Let’s take a peek at a few bits ’n’ bobs from my “stash” today.

First up, a nice lil angular rainbow - one that I guess decided to “bend” instead of “curve”:

Next, there’s one I’ve entitled “The Espresso Guillotine”:

The next pair of graphs are actually related to one another. I was trying to identify (automated) restart behavior on a particular host. I started off looking at this:

Okay, so that looks kinda cool, but it’s a little hard to figure out exactly what’s going on. It charts JVM uptime, and taken as a whole it doesn’t look too unreasonable - I’d expect it to follow some regular cadence of growth with regular dropoffs due to deployment activity, and that’s precisely what we see.

…but what if we wanted to dig? What if we back out a bit, sort by average uptime, and then focus in on the one with the lowest average?

Huh. Lookit that little purple guy down there at the bottom, just sorta struggling to stay alive. What’s going on with him?

Betcha he’s unhappy.

Different service, different set of graphs…similar sort of deal:

Man, that looks fuckin’ cool, but…huh…it’s not necessarily what I would’ve expected. Let’s see what uptime looks like:

Oof. I mean, I guess it’s possible that this service has been deployed once every few hours (on average) over the course of the past couple of months…but it seems more likely that this is unhealthy behavior being propped up by automation (read: Nurse), eh?

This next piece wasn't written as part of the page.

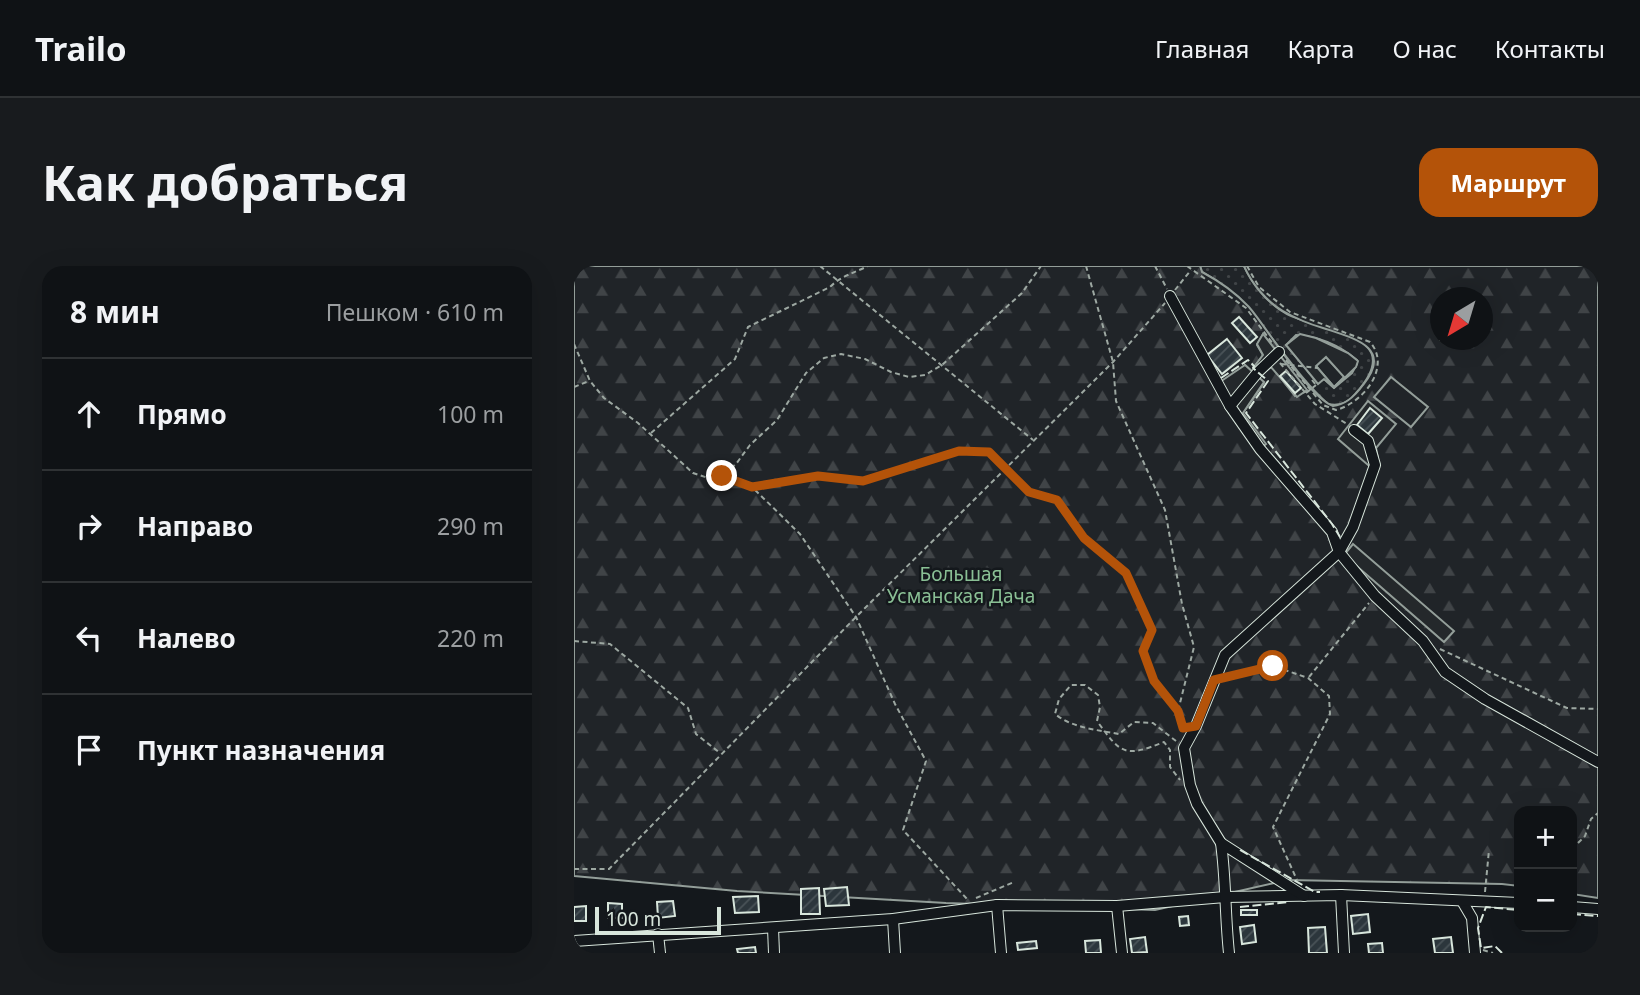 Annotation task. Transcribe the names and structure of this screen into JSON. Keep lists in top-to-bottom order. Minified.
{"parks":["Большая Усманская Дача"],"scale_bar":"100 m","north":"bottom left","page":{"header":"Trailo","nav":["Главная","Карта","О нас","Контакты"],"buttons":"Маршрут","title":"Как добраться","heading":["8 мин","Пешком · 610 m"],"list":[["Прямо","100 m"],["Направо","290 m"],["Налево","220 m"],"Пункт назначения"],"map_buttons":["+","−"],"scale":"100 m"}}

If you’ve read this far, I’d actually like to crowdsource an answer to the question: What signal might exist that this kind of thing is happening? That one - or a ll - of your instances are being regularly restarted, and this may be a problem (assuming this isn’t expected behavior)? Fundamentally, what primitives might we have around “if an event happens once it’s fine, but if it happens more than X times in Y timeframe then it may deserve some additional eyeballs”?